The three prominent names that have kept coming up in the past few months are Tiger Woods, Arnold Schwarzeneggar and  recently, Anthony Weiner, the politician from New York.  Weiner resigned last week after he admitted to having online liaisons with six women while married -- sending them photos of his crotch and exchanging steamy messages using social networking sites.
All men exhibit alpha male traits and have dominated their chosen careers.  Tiger and Arnold are self-explanatory considering the accolades and success they have experienced in sports and acting respectively.  As for Anthony Weiner, he too is known for exhibiting traits, whereby he out-alphas politicians and dominates them.  Below is a video clip of Rep. Anthony Weiner in his alpha male mode.
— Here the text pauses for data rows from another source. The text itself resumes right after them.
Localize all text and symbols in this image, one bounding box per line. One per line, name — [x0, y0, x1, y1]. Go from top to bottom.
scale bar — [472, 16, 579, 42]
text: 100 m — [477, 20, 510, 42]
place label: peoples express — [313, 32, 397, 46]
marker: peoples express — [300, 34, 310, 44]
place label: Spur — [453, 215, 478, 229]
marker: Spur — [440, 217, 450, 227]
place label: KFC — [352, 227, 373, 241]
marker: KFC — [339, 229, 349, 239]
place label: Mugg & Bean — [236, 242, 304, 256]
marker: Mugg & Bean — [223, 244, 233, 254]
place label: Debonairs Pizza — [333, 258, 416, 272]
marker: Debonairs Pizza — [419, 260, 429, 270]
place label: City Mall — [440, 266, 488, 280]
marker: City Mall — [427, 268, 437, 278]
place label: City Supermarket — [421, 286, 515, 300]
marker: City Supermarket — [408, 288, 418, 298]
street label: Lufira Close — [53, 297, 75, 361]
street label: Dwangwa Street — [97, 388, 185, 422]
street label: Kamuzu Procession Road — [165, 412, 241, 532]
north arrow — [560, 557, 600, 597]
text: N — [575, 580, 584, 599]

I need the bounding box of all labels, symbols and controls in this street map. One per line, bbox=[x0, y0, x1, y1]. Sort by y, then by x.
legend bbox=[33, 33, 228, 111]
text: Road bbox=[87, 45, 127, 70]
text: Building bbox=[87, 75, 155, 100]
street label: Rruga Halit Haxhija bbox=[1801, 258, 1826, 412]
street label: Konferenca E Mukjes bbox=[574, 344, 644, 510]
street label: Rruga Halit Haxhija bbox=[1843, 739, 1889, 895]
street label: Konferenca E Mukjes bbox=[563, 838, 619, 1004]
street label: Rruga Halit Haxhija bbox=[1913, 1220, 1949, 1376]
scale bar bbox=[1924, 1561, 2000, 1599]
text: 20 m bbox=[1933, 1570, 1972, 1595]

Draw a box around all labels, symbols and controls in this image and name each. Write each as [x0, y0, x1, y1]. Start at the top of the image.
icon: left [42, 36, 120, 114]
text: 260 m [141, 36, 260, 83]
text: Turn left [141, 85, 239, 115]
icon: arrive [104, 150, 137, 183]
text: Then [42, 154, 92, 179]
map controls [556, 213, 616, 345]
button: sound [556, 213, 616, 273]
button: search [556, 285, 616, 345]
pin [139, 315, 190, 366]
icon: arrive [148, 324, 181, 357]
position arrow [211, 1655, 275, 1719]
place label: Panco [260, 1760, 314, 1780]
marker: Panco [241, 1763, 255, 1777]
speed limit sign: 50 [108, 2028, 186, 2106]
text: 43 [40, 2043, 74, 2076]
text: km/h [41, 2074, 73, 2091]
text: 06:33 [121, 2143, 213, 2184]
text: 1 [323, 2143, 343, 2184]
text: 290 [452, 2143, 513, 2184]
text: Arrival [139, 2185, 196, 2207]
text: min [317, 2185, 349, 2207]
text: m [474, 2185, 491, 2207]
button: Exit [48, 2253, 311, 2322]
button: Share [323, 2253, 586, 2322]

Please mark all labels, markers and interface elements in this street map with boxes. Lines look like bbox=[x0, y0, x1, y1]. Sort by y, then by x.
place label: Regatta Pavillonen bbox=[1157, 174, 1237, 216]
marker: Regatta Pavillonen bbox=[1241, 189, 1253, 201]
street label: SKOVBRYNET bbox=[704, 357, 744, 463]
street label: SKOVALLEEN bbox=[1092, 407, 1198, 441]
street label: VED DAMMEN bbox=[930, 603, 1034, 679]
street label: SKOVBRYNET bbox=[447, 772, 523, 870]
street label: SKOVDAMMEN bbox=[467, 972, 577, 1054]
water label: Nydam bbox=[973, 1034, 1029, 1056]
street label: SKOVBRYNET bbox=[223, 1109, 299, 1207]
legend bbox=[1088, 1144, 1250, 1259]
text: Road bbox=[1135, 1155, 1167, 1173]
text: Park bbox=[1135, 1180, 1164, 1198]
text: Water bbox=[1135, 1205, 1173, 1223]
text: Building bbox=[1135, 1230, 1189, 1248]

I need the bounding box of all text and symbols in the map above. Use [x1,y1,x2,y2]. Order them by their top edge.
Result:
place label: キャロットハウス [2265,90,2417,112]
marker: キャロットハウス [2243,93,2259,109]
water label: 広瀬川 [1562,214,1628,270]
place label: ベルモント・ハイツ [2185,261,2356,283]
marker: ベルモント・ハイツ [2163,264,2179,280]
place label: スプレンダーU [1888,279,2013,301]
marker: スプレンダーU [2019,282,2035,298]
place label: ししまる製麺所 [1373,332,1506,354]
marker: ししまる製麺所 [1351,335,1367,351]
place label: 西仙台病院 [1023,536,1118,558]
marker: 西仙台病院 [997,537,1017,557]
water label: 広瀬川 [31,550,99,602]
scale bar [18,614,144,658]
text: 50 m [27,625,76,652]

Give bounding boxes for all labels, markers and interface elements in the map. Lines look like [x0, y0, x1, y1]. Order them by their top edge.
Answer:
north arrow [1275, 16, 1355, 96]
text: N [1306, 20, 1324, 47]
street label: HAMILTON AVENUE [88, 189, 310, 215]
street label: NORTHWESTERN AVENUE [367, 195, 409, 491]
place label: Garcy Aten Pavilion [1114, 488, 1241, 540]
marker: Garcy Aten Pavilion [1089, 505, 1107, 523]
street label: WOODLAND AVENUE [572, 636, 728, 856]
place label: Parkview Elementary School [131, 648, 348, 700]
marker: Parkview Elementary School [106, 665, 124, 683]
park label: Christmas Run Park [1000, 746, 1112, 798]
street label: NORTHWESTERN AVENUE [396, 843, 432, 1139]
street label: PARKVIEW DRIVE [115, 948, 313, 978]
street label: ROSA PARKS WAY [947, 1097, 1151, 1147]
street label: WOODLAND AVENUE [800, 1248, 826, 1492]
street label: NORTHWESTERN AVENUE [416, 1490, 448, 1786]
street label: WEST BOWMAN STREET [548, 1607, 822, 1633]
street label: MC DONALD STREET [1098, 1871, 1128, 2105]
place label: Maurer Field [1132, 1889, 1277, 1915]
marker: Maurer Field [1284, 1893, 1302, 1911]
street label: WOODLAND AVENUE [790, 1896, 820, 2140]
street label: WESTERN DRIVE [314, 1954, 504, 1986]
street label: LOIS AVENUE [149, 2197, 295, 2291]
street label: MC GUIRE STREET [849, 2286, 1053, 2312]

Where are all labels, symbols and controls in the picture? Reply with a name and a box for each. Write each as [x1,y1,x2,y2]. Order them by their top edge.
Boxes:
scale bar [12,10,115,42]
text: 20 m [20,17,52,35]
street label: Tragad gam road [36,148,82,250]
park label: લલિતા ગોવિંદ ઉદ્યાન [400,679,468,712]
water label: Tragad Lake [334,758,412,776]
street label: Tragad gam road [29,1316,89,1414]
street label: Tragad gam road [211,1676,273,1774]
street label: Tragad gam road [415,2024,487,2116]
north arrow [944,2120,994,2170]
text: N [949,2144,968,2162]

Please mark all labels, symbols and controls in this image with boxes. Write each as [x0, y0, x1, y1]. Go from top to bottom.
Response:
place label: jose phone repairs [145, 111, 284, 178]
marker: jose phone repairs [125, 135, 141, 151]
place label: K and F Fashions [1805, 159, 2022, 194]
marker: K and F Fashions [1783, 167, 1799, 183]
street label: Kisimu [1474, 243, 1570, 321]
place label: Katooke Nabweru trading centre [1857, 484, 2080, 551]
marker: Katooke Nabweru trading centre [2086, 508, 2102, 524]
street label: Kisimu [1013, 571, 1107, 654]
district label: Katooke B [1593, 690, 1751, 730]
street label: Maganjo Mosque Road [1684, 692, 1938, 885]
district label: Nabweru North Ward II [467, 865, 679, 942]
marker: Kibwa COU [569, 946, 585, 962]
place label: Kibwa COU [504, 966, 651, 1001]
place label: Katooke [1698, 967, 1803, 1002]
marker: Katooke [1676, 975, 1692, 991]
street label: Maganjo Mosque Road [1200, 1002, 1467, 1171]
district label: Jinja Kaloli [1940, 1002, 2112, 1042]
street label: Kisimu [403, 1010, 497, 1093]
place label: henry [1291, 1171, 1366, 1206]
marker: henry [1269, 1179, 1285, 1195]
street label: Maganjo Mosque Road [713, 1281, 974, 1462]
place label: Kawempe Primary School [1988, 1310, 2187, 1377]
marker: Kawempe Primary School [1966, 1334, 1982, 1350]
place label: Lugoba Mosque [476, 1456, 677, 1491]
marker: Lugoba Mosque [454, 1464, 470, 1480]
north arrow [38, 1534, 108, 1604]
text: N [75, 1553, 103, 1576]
In relationships, it is not important to marry a good person, it is more important to marry the right person.  A good person may not be the right person to get married to.  So many times, the right person may be rough around the edges, and may not be obvious.  Most people in courtships pre-qualify their mates.  In other words, if that person meets a list of certain criteria, we assume the person may be suitable, while if someone lacks what we seek in a mate, we may be tempted to dismiss that person, even though that person might be the right person for us.
Alphas always wait for the green light
While beta males tend to be submissive or yes-men towards women in anticipation of reward, alphas tend to be assertive in the relationship.  In the many interviews I conducted, as to why some women will reject some men and pursue others, the common theme these women said was that they had little respect for men who allowed women to walk all over them.  Women want a man who can decipher their behavioral patterns --men who have internalized the art of courtship and have a clear vision of what they want from the relationship. 
Almost all the women I spoke to said they did not want a man they would have to lead, they wanted the man to take the lead, because a man who took the lead was viewed as one with confidence.  These traits are exhibited by alpha males. Another characteristic of alpha males as opposed to betas is that alphas never hit on women.  They make the initial presentation, demonstrate that they are worthwhile, then simply sit back and wait for the woman to send "buying signals" or give the green light.  By the time they are ready to close the deal, the woman is already sold out on the alpha. Sometimes it takes weeks or even months for a woman to surrender and lower her defenses.
If on the other hand a woman rejects an alpha male, he doesn't take it personally. He simply views that particular woman as someone who has bad judgment, therefore is not worthwhile, and then moves on.  Alphas believe that a clinically sane woman will see the true value in a quality male, and respond positively.

All things alpha

The biggest mistake unbalanced alpha males make is to court or marry an alpha female.  Both will eventually end up locking horns since there is a power struggle over control.  Most female executives or politicians in high ranking positions are used to taking the lead and managing large teams of people. This creates a dilemma whereby most of these alpha females fail to separate the leading role they have at work, from their role in a relationship with an unbalanced alpha male.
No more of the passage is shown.